RECORDS FOR THIS TASK:
◇ ◇ ◇ ◇ ◇ ◇ ◇

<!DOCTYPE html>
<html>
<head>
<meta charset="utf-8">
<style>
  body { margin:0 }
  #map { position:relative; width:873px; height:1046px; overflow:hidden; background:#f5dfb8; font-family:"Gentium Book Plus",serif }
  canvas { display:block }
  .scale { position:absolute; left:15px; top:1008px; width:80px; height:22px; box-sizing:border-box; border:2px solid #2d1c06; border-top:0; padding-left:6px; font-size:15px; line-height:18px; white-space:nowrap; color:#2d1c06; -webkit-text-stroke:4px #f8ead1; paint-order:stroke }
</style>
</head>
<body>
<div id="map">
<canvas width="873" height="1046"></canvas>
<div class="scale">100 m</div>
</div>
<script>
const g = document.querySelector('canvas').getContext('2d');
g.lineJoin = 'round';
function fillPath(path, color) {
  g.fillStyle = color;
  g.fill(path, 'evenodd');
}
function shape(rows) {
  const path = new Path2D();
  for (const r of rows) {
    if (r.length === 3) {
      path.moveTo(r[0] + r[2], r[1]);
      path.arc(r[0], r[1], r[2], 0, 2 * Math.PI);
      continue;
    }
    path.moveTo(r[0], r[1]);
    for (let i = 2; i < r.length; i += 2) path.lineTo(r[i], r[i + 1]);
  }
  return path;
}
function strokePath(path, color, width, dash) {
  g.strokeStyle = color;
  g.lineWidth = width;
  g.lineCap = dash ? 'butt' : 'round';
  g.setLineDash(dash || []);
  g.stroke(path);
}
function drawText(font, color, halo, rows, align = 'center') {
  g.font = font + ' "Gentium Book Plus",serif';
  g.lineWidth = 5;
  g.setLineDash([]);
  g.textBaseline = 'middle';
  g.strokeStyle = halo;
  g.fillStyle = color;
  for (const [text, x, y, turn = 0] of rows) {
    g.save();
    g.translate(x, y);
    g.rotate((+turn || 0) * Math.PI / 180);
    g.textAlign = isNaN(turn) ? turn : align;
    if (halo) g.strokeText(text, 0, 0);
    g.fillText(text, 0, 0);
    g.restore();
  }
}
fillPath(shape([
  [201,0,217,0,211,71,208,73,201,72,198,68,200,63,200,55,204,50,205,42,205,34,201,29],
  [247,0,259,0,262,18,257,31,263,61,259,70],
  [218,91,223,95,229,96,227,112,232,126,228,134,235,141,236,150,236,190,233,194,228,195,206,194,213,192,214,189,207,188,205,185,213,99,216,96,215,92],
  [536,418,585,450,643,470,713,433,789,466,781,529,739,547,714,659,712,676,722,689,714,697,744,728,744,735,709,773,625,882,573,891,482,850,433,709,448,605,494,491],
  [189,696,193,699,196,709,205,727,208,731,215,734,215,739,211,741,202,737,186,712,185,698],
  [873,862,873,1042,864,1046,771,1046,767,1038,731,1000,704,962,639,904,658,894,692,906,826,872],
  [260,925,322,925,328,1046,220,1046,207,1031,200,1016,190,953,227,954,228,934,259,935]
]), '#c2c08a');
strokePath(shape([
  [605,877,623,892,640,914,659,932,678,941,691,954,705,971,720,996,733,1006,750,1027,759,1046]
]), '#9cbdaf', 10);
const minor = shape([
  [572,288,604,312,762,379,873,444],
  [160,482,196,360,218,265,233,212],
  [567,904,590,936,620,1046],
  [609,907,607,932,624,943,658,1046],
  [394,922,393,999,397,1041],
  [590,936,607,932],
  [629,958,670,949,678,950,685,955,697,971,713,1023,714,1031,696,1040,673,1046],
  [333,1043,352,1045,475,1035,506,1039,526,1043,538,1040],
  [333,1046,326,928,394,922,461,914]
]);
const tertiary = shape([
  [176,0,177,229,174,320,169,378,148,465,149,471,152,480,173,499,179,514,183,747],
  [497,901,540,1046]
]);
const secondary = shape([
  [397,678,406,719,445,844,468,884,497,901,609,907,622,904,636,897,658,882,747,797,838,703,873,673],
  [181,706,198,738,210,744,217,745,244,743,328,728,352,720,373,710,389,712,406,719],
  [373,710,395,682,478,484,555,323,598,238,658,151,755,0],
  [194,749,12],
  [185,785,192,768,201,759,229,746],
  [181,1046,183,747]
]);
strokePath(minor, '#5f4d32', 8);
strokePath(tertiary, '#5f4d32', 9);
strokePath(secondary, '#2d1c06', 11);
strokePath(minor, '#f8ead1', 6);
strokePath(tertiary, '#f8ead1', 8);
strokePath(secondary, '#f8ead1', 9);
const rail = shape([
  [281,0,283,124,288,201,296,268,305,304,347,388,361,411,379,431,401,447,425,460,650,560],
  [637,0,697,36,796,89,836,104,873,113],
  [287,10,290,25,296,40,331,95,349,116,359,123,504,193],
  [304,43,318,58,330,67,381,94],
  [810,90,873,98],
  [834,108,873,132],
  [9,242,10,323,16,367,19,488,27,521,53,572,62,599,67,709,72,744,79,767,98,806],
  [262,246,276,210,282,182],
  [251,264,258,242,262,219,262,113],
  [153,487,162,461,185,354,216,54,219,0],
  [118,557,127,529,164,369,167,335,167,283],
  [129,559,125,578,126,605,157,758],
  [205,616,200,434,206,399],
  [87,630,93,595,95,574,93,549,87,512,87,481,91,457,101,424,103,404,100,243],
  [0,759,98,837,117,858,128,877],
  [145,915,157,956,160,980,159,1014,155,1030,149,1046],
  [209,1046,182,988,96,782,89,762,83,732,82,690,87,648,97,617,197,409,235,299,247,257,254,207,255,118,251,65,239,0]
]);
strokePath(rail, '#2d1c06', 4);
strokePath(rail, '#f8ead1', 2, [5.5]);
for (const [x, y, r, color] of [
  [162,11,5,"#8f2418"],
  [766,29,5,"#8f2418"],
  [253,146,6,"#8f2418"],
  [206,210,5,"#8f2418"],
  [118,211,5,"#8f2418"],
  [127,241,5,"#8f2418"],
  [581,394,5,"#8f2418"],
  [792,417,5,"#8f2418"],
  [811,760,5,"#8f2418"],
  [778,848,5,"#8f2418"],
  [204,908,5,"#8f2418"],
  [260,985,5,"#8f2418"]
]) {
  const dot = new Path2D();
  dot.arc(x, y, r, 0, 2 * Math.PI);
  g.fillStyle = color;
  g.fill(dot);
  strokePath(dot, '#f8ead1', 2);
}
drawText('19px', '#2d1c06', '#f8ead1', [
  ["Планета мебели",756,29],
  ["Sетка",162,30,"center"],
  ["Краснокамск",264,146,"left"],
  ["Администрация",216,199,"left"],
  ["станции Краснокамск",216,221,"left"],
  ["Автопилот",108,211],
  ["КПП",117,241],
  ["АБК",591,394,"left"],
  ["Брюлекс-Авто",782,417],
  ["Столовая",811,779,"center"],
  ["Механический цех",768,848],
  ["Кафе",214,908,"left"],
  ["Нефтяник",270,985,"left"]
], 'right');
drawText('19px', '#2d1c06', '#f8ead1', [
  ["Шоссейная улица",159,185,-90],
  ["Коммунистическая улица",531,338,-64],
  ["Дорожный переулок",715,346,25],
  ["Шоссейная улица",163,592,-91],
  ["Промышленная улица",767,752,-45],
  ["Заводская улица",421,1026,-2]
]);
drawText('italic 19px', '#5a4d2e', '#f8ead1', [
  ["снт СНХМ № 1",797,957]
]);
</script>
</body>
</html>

◇ ◇ ◇ ◇ ◇ ◇ ◇

REQUIREMENT: In the records above, how many lines contain the string "halo"? State that number only.

ANSWER SPACE: 3